## Required work
The required output is every line from the beginning of the entries below through the line that includes "Bounding boxes for all labels, markers", copied exactly.

┌─ Supplied data

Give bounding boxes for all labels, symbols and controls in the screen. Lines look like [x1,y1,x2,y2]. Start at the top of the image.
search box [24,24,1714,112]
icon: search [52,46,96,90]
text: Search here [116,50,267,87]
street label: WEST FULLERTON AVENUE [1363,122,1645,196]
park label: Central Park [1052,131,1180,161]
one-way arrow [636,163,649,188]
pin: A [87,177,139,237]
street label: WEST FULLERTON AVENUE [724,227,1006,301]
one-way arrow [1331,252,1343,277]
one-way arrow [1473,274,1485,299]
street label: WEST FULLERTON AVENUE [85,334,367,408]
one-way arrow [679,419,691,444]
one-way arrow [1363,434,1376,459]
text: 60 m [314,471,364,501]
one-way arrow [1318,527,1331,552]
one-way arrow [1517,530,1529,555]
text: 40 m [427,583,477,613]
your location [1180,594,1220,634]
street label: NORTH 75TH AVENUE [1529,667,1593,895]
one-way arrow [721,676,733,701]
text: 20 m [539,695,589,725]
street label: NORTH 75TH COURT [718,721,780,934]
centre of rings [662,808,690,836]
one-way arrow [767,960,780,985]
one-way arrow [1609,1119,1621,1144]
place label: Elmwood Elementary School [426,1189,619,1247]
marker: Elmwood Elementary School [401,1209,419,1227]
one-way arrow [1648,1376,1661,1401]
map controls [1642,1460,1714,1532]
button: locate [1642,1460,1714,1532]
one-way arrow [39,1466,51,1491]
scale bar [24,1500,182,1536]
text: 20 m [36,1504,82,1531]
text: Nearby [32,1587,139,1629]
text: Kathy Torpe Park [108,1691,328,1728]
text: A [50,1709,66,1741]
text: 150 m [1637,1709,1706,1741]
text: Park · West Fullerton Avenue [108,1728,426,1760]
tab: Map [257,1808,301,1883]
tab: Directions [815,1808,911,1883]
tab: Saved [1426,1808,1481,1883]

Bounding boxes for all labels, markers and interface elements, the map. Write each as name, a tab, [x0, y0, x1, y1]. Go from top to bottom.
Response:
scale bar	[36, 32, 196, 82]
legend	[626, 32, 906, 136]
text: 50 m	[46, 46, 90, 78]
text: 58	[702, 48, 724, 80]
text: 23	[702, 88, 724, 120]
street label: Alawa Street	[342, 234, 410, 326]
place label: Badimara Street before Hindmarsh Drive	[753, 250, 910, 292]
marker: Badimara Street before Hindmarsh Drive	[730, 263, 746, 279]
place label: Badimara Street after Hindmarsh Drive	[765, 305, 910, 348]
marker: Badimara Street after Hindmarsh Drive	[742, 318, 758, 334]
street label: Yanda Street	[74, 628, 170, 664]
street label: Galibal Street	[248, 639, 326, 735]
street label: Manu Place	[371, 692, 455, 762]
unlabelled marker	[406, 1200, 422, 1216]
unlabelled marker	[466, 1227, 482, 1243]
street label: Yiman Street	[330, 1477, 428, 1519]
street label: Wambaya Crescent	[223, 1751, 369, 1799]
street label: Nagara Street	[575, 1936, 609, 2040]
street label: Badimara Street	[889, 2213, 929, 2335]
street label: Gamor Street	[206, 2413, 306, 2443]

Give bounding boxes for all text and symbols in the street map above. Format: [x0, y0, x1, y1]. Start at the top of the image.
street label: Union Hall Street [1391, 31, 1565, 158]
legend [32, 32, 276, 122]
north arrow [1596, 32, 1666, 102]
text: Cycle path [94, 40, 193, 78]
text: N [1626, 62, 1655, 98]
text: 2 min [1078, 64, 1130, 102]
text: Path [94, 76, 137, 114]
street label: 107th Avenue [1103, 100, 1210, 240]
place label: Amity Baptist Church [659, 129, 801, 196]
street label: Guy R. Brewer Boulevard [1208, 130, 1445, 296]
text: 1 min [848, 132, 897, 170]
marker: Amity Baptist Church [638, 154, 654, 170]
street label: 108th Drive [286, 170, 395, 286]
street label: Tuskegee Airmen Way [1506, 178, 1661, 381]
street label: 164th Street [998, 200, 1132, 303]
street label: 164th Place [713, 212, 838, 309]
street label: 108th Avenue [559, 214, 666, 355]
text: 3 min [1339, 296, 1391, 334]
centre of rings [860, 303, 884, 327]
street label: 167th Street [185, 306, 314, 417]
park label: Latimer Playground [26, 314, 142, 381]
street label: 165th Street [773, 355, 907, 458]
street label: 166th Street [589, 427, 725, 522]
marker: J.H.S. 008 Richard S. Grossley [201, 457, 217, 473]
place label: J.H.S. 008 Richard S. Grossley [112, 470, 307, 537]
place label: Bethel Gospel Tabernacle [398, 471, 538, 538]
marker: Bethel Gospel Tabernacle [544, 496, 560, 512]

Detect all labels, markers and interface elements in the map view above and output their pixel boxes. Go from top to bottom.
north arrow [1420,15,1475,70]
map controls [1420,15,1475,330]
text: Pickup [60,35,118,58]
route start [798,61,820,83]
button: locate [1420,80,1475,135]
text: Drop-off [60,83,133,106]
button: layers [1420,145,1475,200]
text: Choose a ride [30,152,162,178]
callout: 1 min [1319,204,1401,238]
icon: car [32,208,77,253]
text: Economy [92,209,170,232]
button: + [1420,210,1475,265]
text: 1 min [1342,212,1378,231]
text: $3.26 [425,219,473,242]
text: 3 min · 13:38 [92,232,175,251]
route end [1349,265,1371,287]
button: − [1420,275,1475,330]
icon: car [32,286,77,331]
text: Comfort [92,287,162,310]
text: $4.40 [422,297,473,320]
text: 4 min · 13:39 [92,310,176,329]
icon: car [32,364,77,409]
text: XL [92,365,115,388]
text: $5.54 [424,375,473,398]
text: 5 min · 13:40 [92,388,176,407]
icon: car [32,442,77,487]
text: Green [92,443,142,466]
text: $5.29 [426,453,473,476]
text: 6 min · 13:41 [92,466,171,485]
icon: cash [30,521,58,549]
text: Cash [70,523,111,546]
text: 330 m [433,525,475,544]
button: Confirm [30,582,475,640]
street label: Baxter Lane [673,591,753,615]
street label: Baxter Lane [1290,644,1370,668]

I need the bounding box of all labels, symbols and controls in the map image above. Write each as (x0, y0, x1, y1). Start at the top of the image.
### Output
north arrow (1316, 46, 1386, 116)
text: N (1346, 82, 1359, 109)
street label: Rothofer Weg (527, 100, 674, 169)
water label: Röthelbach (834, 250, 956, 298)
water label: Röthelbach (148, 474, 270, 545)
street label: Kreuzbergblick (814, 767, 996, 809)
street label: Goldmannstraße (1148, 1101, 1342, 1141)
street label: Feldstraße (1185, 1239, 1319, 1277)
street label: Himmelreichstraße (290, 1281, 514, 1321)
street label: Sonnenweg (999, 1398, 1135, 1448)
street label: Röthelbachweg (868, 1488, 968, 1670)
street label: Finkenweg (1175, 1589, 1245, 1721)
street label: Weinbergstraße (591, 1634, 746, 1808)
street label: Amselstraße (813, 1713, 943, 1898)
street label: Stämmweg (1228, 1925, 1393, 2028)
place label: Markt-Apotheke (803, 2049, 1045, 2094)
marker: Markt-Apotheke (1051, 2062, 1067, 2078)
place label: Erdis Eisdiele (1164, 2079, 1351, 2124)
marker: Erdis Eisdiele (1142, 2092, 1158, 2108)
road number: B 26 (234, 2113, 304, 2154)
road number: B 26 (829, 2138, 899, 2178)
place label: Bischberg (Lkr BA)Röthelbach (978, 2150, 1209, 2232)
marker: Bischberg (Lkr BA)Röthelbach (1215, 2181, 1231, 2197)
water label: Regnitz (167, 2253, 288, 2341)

└─

## Exercise solution
Give bounding boxes for all labels, symbols and controls in the screen. Lines look like [x1,y1,x2,y2]. Start at the top of the image.
search box [24,24,1714,112]
icon: search [52,46,96,90]
text: Search here [116,50,267,87]
street label: WEST FULLERTON AVENUE [1363,122,1645,196]
park label: Central Park [1052,131,1180,161]
one-way arrow [636,163,649,188]
pin: A [87,177,139,237]
street label: WEST FULLERTON AVENUE [724,227,1006,301]
one-way arrow [1331,252,1343,277]
one-way arrow [1473,274,1485,299]
street label: WEST FULLERTON AVENUE [85,334,367,408]
one-way arrow [679,419,691,444]
one-way arrow [1363,434,1376,459]
text: 60 m [314,471,364,501]
one-way arrow [1318,527,1331,552]
one-way arrow [1517,530,1529,555]
text: 40 m [427,583,477,613]
your location [1180,594,1220,634]
street label: NORTH 75TH AVENUE [1529,667,1593,895]
one-way arrow [721,676,733,701]
text: 20 m [539,695,589,725]
street label: NORTH 75TH COURT [718,721,780,934]
centre of rings [662,808,690,836]
one-way arrow [767,960,780,985]
one-way arrow [1609,1119,1621,1144]
place label: Elmwood Elementary School [426,1189,619,1247]
marker: Elmwood Elementary School [401,1209,419,1227]
one-way arrow [1648,1376,1661,1401]
map controls [1642,1460,1714,1532]
button: locate [1642,1460,1714,1532]
one-way arrow [39,1466,51,1491]
scale bar [24,1500,182,1536]
text: 20 m [36,1504,82,1531]
text: Nearby [32,1587,139,1629]
text: Kathy Torpe Park [108,1691,328,1728]
text: A [50,1709,66,1741]
text: 150 m [1637,1709,1706,1741]
text: Park · West Fullerton Avenue [108,1728,426,1760]
tab: Map [257,1808,301,1883]
tab: Directions [815,1808,911,1883]
tab: Saved [1426,1808,1481,1883]

Bounding boxes for all labels, markers and interface elements, the map. Write each as name, a tab, [x0, y0, x1, y1]. Go from top to bottom.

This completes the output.